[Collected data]
# # # # #
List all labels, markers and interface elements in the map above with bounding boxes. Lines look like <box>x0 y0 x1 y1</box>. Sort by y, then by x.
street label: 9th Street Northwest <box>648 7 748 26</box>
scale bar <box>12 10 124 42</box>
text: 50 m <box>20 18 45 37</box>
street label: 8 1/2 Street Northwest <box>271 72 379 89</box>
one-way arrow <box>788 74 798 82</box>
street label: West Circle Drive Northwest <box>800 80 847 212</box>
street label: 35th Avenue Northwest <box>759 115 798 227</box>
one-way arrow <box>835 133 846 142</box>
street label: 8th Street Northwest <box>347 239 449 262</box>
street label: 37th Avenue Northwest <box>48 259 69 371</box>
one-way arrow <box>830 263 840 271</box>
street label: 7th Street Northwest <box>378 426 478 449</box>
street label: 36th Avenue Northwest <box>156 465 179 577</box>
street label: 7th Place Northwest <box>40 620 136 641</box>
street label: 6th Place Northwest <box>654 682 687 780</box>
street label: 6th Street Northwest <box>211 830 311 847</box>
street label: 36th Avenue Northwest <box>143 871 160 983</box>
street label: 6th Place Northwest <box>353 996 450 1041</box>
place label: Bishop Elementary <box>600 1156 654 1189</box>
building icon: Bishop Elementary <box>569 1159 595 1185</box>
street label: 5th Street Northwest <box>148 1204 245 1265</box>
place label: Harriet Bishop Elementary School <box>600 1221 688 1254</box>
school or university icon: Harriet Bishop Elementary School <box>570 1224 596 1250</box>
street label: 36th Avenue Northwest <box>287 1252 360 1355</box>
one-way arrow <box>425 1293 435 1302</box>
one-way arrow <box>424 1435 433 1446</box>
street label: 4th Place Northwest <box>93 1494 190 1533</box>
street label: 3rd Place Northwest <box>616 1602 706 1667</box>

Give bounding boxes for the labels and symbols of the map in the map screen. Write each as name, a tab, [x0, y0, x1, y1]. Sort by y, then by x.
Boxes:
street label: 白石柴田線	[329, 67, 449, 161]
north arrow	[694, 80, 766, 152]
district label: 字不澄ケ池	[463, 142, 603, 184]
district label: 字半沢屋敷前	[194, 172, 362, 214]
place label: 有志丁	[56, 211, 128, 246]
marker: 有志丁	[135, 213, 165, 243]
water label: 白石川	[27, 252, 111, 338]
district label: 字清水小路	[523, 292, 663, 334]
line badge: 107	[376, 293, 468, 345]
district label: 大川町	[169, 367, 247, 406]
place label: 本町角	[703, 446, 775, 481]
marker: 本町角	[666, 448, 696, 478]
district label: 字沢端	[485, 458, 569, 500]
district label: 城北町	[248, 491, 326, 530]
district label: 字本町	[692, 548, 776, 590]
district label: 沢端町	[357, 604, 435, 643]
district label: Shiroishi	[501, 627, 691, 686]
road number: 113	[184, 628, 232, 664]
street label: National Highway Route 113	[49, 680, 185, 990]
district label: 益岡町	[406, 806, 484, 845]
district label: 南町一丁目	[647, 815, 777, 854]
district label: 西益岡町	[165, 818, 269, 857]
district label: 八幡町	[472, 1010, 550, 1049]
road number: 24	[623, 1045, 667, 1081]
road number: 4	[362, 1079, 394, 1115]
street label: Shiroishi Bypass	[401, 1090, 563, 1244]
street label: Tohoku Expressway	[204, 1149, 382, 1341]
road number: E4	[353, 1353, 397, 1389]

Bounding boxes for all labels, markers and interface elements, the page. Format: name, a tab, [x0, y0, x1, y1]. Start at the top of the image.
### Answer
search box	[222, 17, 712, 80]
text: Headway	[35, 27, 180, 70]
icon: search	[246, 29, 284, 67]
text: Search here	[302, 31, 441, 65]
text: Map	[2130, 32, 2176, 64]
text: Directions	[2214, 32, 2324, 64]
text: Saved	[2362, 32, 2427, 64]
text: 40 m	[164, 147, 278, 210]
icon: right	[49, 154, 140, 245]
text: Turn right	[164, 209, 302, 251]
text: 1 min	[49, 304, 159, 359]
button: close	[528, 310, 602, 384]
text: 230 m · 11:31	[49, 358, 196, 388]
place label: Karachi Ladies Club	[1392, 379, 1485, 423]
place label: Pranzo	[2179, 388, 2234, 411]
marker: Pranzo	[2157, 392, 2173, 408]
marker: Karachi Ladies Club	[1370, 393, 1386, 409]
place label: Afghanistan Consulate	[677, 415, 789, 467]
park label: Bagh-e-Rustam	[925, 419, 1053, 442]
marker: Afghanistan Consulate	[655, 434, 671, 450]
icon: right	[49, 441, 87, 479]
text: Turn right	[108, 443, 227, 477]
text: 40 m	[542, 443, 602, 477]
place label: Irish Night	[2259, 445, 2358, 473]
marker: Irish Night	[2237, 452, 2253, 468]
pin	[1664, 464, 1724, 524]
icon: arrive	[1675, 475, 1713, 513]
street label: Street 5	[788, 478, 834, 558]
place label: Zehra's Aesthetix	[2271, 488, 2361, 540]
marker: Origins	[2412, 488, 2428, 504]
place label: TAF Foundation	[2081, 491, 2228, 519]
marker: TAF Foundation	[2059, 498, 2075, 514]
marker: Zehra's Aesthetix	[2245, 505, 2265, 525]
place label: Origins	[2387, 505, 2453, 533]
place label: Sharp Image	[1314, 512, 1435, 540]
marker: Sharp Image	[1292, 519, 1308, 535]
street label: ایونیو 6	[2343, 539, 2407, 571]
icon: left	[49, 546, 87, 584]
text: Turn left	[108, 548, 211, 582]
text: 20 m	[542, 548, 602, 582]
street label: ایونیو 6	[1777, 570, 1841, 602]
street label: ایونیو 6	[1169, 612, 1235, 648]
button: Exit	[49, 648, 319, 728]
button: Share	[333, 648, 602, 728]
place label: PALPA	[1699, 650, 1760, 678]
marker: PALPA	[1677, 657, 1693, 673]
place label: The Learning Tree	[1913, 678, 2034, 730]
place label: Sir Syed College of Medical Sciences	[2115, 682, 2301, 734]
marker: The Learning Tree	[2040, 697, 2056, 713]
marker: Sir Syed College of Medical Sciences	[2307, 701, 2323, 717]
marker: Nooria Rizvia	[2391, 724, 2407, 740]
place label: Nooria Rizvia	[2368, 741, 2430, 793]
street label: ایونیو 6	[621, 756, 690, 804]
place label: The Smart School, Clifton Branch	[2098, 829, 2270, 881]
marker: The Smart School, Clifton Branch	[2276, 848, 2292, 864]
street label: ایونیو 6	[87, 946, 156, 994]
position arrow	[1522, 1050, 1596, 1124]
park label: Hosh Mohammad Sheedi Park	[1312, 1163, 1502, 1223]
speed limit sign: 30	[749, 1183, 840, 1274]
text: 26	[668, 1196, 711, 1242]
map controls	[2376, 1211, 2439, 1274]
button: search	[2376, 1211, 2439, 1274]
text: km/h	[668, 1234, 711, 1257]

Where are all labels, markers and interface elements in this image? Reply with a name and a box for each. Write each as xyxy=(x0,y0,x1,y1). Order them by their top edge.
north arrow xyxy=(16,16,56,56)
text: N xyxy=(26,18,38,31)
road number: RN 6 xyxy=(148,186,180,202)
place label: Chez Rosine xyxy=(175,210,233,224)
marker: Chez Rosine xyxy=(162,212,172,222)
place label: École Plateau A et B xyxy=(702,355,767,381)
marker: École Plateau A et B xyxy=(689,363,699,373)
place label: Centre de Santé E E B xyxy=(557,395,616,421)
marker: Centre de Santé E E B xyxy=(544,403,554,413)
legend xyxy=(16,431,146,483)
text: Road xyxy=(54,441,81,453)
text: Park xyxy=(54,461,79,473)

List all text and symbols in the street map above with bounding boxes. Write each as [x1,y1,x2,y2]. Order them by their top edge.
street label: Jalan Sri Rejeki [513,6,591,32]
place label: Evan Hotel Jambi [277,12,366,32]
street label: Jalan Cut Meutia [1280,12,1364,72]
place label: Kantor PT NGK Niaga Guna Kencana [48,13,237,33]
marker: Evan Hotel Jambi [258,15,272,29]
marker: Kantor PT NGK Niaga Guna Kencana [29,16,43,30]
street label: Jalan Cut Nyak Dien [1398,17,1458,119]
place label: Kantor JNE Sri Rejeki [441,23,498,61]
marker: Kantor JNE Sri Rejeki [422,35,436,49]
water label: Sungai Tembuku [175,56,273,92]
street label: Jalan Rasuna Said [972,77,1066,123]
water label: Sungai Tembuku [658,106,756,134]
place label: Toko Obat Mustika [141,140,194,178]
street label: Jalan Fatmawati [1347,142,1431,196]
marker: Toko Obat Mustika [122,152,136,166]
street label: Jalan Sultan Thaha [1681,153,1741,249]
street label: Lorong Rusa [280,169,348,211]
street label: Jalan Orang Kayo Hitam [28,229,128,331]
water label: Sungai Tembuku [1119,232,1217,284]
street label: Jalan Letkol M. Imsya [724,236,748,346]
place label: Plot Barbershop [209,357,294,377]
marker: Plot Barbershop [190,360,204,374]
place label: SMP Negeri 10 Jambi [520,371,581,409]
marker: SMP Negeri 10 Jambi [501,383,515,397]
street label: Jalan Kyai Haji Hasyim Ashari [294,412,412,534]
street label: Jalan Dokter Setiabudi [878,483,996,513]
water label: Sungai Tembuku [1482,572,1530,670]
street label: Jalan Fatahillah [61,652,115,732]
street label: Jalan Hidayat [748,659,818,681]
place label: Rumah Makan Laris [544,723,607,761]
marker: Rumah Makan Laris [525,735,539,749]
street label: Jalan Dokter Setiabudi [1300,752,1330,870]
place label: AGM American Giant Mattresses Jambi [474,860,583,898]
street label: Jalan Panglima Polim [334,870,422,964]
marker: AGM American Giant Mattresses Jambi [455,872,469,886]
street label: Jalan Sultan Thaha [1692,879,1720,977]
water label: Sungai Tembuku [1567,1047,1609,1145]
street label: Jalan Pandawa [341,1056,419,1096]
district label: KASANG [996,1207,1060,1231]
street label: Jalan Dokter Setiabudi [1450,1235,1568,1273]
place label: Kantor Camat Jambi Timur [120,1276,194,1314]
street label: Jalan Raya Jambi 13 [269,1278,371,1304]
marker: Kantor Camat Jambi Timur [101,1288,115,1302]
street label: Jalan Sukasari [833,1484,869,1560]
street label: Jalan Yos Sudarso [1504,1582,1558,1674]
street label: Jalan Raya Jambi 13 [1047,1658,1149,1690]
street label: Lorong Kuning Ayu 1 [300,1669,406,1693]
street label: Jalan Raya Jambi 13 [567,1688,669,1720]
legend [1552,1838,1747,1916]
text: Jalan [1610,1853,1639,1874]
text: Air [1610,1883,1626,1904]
# # # # #
**What is being asked:**
Working from the entries above, return all lines that contain "Hotel".

**Exercise response:**
place label: Evan Hotel Jambi [277,12,366,32]
marker: Evan Hotel Jambi [258,15,272,29]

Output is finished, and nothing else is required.